I set JVM options as -Xmx1g -Xms1g to limit the JVM heap, and the system memory consumption is stable at 1.48G - 1.51 G.

frankfliu avatar Oct 10 '23 04:10 frankfliu

@AndyDPesspd

If you wan to use openCV to process image, you can use opencv extension: https://github.com/deepjavalibrary/djl/tree/master/extensions/opencv

frankfliu avatar Oct 10 '23 04:10 frankfliu

First of all, thank you for reminding me of the possible problems with openCV. After I stopped using the openCV compiled by myself to read pictures and transfer them to DJL, the memory leak problem was solved. Amazingly, the memory leak problem is not solved immediately after the openCV is removed. In my experiment 5 hours ago, openCV was removed and it still reported several memory leaks. No memory leaks occurred until an hour ago. (If openCV was introduced, memory leaks would still occur), which puzzled me, but at least the problem was solved.

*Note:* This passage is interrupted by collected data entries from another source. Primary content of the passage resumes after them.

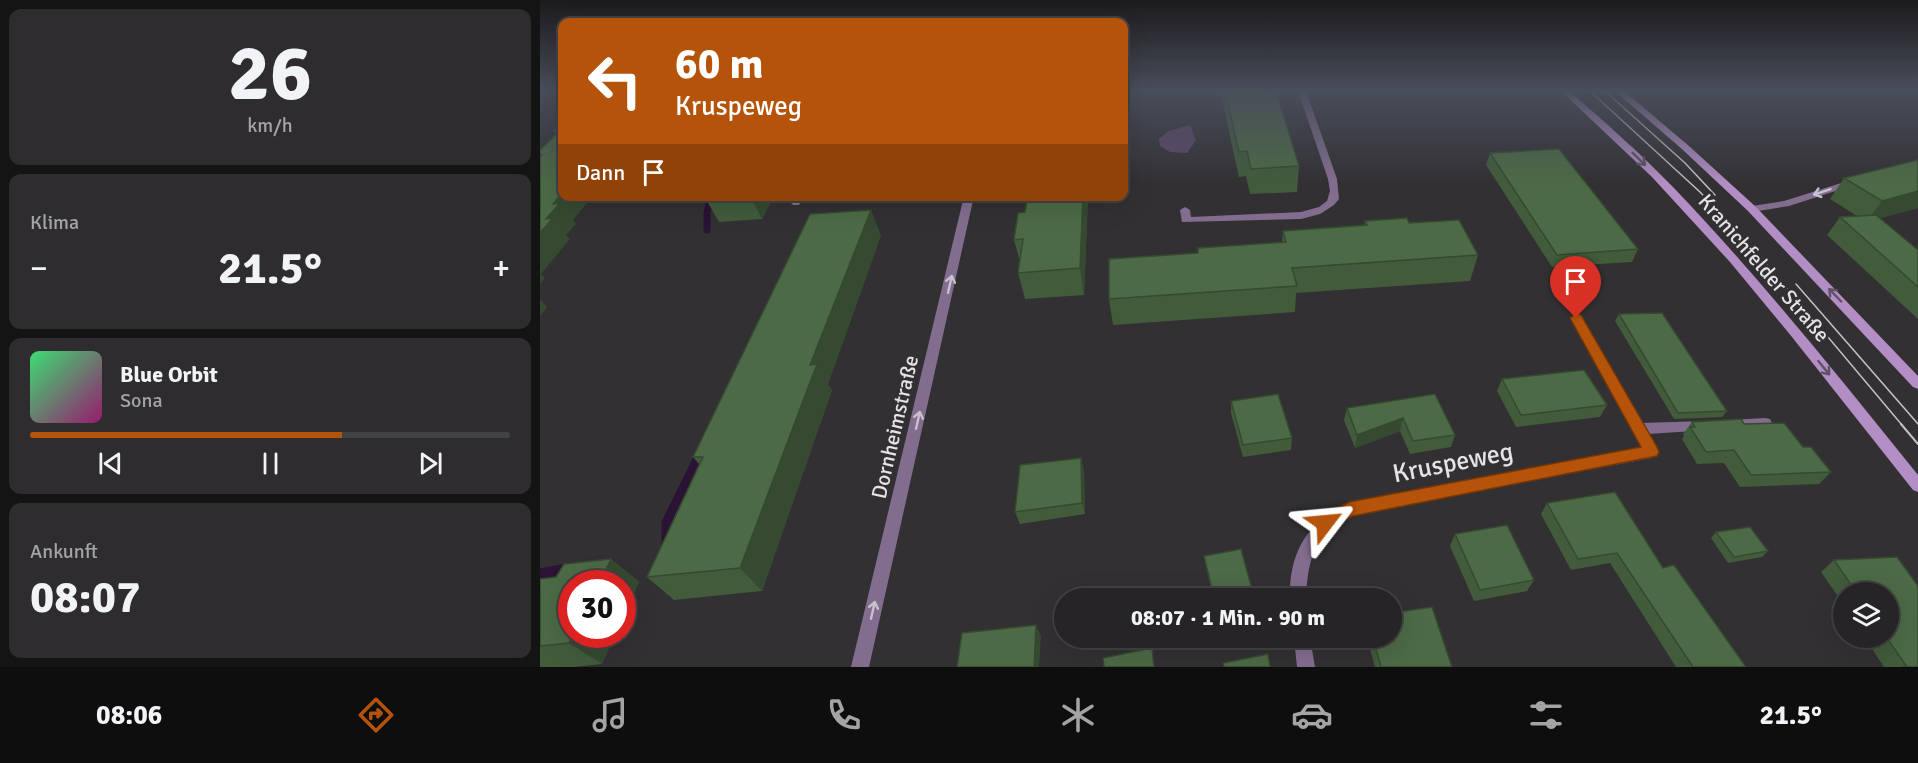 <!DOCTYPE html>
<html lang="de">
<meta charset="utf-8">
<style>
:root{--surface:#262426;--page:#2e2c2e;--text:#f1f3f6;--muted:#a4a4a7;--line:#424143;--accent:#b45309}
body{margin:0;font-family:Signika,sans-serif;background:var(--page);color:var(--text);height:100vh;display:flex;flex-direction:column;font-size:22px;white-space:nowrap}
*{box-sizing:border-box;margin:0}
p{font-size:20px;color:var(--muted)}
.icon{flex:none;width:33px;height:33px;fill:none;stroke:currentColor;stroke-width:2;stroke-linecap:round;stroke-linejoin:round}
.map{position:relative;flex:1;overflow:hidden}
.sheet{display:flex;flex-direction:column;gap:9px;padding:9px;background:#151415;width:540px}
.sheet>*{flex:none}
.hud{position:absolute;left:18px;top:18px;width:570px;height:183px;border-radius:12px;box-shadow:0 6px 24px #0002,0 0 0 2px var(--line);background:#b45309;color:#fff;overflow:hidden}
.controls{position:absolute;left:1293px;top:582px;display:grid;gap:12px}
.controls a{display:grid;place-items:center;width:66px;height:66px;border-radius:50%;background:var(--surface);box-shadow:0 6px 24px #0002,0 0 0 2px var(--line);font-size:30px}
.speed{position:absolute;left:18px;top:570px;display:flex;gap:12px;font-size:30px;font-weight:700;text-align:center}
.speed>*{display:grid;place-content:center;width:78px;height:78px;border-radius:50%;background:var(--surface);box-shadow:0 6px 24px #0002,0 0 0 2px var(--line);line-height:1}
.speed .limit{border:9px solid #d22;background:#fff;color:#111}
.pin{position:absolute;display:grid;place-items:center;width:51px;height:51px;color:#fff;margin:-62px -26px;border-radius:50% 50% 50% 0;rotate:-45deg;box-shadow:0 0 6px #0007}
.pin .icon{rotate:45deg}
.me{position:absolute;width:66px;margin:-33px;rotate:61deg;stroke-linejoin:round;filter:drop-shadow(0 0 4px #0008)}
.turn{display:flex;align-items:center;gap:21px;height:126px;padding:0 18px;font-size:27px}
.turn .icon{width:78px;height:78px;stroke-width:2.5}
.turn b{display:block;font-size:42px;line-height:51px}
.then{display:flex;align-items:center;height:57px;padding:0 18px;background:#0003;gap:12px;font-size:22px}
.big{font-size:45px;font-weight:700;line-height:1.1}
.sheet .tile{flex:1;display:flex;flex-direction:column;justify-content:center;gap:9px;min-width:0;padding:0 21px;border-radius:12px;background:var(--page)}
.sheet .dial{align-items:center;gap:0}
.dial b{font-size:78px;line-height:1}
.song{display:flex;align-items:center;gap:18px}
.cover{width:72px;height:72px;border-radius:9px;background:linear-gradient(135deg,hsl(140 70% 55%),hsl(320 70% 35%))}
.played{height:6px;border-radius:3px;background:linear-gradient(90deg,var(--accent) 65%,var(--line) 65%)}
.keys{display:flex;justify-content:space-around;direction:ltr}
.heat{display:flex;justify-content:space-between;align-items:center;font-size:33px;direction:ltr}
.trip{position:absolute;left:514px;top:588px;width:348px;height:60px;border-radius:30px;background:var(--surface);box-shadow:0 6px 24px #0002,0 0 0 2px var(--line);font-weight:700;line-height:60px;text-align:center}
.dock{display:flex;height:96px;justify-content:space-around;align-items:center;background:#0f0e0f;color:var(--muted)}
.dock .icon{width:42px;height:42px}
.dock .on{color:var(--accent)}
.dock b{font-size:27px;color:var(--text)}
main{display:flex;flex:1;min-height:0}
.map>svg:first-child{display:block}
</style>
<main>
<section class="sheet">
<div class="tile dial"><b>26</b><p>km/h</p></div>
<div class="tile"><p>Klima</p>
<div class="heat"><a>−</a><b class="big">21.5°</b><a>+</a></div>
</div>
<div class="tile">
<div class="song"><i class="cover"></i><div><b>Blue Orbit</b><p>Sona</p></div></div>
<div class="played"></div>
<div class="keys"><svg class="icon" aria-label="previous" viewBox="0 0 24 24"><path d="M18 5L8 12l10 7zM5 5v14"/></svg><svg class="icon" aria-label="pause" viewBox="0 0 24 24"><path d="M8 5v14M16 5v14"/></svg><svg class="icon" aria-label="next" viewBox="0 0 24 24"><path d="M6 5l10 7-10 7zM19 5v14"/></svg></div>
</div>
<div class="tile"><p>Ankunft</p><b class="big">08:07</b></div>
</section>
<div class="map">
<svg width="1378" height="667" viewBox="0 0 1378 667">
<rect width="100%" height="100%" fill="#323033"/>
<path fill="#5d4569" d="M650 125 656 140 647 153 630 152 620 146 619 139 629 131Z"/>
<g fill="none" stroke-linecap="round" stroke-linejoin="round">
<path stroke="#2a1335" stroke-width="7" d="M167 230V212L171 196"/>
<path stroke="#2a1335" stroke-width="11" d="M127 547V523L162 452
M0 574 32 568"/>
<path fill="#836d8f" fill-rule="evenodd" d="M758 91H766L797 179 799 199 794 205 780 214 761 219 642 222 640 210 645 207 650 210 651 217 761 212 779 207 787 201 790 191 788 179Z
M1314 179 1317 180V184L1249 206 1212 212 1207 209 1212 206 1244 201Z
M254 196H264L259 205H253L251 203Z
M424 196H434L329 667H311Z
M1036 314 1040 315 1102 423 1164 421 1169 422 1171 426 1169 430 1108 434 1118 452 1116 456 1111 458 812 515C774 535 768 558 766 598H750C749 555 765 525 804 504L1102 448 1030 318Z
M1225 418 1230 419 1232 423 1230 427 1225 428 1190 430 1185 429 1183 425 1185 421 1190 420Z
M754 638H770L775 667H757Z"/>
<path fill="#b28ec4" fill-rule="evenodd" d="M1021 91H1029C1065 122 1100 153 1133 187 1220 278 1299 377 1378 475V492L1373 490 1252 337 1190 262 1112 177Z
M1075 91H1084L1149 146 1216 207 1378 376V389L1373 387 1208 211 1143 150Z"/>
<path stroke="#c3c1c4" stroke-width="1.5" d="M1050 91 1160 192 1214 249 1362 425
M1065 91 1145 163 1175 195
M1256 284 1378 424"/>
<path stroke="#c3c1c4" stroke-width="2" d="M1361 424 1378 444"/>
</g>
<path fill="#415b3b" d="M680 91H736L759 166 757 192 710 194 706 176 699 177Z
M950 153 1098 249 1092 262 1012 267 946 165Z
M1378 160V208L1340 218 1378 250V319L1287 235 1300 217 1317 216 1290 199 1304 178Z
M164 196H234L222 219 179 222Z
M488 196H548L544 295 485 299 478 273 480 262 474 240 485 212Z
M825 221 869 223 938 255 930 281 756 293 755 312 573 325 569 299 742 243 743 231 824 226Z
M341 235 288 384 292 390 222 591 134 600 107 577 159 464 153 457Z
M1079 314 1187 411 1182 417 1134 419 1075 321Z
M962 379 1067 405 1060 417 976 427 957 391Z
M691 401 752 438 751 450 703 457 691 413Z
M855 401 915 435 911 447 870 454 860 431 815 448 804 420 807 408Z
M1152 422 1204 424 1263 447 1291 472 1279 484 1200 487 1184 463 1157 464 1142 439 1144 436 1143 434Z
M544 470 545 514 480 524 475 512Z
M1007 503 1123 568 1206 667H1136L1070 563 1031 570 1001 514Z
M1176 532 1228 551 1222 557 1188 563 1171 538Z
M915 534 994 580 987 591 934 601 910 546Z
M664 556 713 593 712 598H673L665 562Z
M1357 557 1378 586V667H1344L1325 638H1348V592H1304V605L1281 572 1294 560Z
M71 559 99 582 82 619V584L32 634H75L62 664 34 667H0V579L16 577Z
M827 638H852L912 667H835Z"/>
<path fill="#354a30" d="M1378 191V208L1326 222 1342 201Z
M22 193V196H53L33 220 36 224 26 235 30 239 1 274 5 278 0 284V233L6 219 13 204Z
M210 196H234L222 219Z
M543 196H548L544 295 540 268Z
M331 210 341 235 288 384 292 390 222 591 200 568 270 365Z
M0 299 7 307 0 316Z
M863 418 860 431 815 448 817 435Z
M541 458 544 470 545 514 542 503Z
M71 559 99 582 82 619V584H59Z
M713 593 712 598H686Z
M496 625 501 636 499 667H494Z
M33 634H75L62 664 29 643Z"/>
<path fill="#4c6a45" stroke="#354a30" stroke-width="1.5" d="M685 91H736L759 166 711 169 707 151 699 152Z
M22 122V193L13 204 20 203 6 219 13 218 0 233V157L2 155H0V150L20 131H13Z
M1019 149 1098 249 1017 255 950 153Z
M1378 160V191L1342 201 1304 178Z
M488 196H543L540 268 478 273 483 239 474 240 478 213 485 212Z
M331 210 270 365 277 364 200 568 107 577 163 457H153L270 214Z
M1336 215 1378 250V287L1300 217Z
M867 218 869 223 919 220 938 255 752 268 757 286 569 299V259L658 253V248L746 242 743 231 827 225 825 221Z
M1122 313 1187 411 1138 413 1079 314Z
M1044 370 1067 405 981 415 962 379Z
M738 394 752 438 703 445 691 401Z
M895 394 915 435 873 441 863 418 817 435 807 408Z
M1201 419 1204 424 1244 423 1263 447H1271L1291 472 1211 475 1194 450 1166 452 1150 427H1155L1152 422Z
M541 458 542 503 475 512 480 465Z
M1075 492 1123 568 1134 565 1206 667H1153L1077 553 1038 559 1007 503Z
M967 525 994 580 940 590 915 534Z
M1210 527 1228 551 1194 557 1176 532Z
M701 549 713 593 686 598H674L664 556Z
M1357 557 1378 586V667H1362H1367L1347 638H1348V592H1316L1294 560Z
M71 559 59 584H32V634H33L29 643 0 646V579L16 577 24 564Z
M892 607 912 667H841L833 638H852V613Z
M496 625 494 667H417L422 633Z
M612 648 614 667H564L563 658Z
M728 654 730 667H684L683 663Z"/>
<defs><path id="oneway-shaft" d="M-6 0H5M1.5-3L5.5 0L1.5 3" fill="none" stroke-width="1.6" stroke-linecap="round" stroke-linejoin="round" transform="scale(1.5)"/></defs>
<g stroke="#5f5166">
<use href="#oneway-shaft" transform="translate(1099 159) rotate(44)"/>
<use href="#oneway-shaft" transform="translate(1295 295) rotate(-134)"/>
<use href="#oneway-shaft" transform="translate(1284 368) rotate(51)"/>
</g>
<g stroke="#c8c0cc">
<use href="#oneway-shaft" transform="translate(1282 192) rotate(162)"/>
<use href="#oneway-shaft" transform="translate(410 284) rotate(-77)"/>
<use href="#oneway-shaft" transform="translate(378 420) rotate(-77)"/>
<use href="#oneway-shaft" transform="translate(333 610) rotate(-77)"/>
</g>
<linearGradient id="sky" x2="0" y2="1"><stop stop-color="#1c1a1c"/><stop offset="0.49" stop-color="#494e5b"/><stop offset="1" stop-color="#494e5b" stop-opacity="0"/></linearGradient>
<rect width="1378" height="184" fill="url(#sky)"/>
<path fill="#b45309" stroke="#753606" stroke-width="1.5" d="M1036 313 1041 315 1117 447 1119 452 1117 456 813 516 785 530 779 528 777 523 779 518 809 502 1101 447 1030 318Z"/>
<g text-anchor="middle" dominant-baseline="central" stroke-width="6" stroke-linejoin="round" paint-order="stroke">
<g font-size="21" fill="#e5e3e6" stroke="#323033">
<text transform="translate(1224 268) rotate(49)">Kranichfelder Straße</text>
<text transform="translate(355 427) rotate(-77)">Dornheimstraße</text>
</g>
<g font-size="26" fill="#e5e3e6" stroke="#323033">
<text transform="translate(913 463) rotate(-11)">Kruspeweg</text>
</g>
</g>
</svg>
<div class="controls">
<a><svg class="icon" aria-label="layers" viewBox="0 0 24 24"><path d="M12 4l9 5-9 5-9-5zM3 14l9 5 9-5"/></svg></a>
</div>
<div class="speed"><div class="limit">30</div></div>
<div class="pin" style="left:1036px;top:318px;background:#d93025"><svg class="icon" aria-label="arrive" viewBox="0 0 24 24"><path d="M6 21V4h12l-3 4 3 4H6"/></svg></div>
<svg class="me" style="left:785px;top:523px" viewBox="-20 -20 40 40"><path d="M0-17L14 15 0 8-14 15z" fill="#b45309" stroke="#fff" stroke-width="4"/></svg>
<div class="trip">08:07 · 1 Min. · 90 m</div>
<div class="hud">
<div class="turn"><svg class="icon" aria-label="left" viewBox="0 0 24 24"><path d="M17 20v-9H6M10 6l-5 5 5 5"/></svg><div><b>60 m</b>Kruspeweg</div></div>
<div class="then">Dann<svg class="icon" aria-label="arrive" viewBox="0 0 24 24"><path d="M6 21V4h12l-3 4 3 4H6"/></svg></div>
</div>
</div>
</main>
<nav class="dock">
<b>08:06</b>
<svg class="icon on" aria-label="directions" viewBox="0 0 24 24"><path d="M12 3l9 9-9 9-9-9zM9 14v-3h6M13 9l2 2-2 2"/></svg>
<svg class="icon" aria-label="music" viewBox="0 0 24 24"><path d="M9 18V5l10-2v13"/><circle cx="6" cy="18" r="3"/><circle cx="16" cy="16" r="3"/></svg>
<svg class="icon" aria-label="phone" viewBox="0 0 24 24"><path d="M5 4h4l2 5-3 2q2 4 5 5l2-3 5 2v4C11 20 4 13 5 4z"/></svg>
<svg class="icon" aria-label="climate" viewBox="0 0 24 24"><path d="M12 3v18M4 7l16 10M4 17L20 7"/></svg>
<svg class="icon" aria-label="car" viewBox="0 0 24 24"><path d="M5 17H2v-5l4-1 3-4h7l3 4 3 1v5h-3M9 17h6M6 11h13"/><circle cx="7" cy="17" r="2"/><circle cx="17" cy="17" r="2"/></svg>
<svg class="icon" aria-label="filters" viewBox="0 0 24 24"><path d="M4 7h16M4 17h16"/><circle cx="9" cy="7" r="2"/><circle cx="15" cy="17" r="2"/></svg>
<b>21.5°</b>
</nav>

AndyDPesspd avatar Oct 11 '23 09:10 AndyDPesspd

@frankfliu Now, however, it brings new problems. The detection precision decreases and an empty array is returned. The change I made was to no longer use openCV to read images, that is, replace the code .

old = Imgcodecs.imread(imgPath);
Imgproc.resize(old, frame, new Size(640, 640));
img = ImageFactory.getInstance().fromImage(HighGui.toBufferedImage(frame));
results = this.predictor.predict(img);

replace the above code with the following:

old = ImageFactory.getInstance().fromFile(Paths.get(imgPath));
img = old.resize(640, 640, true);
results = this.predictor.predict(img);

If I use openCV to read images, the inference speed will be fast and the output will be more accurate, but the memory will leak. The output is as follows:

image

After openCV is removed, the memory leakage disappears, but the inference is slowed down for 0.5s. The output is as follows:

image

Obviously, the accuracy of the detection is reduced (0.67 vs 0.88). In addition, it contains a defect empty array as follows:

image

Can you answer my question, why? Why is there a drop in precision and an empty array output? Thank you very much. you've been a great help.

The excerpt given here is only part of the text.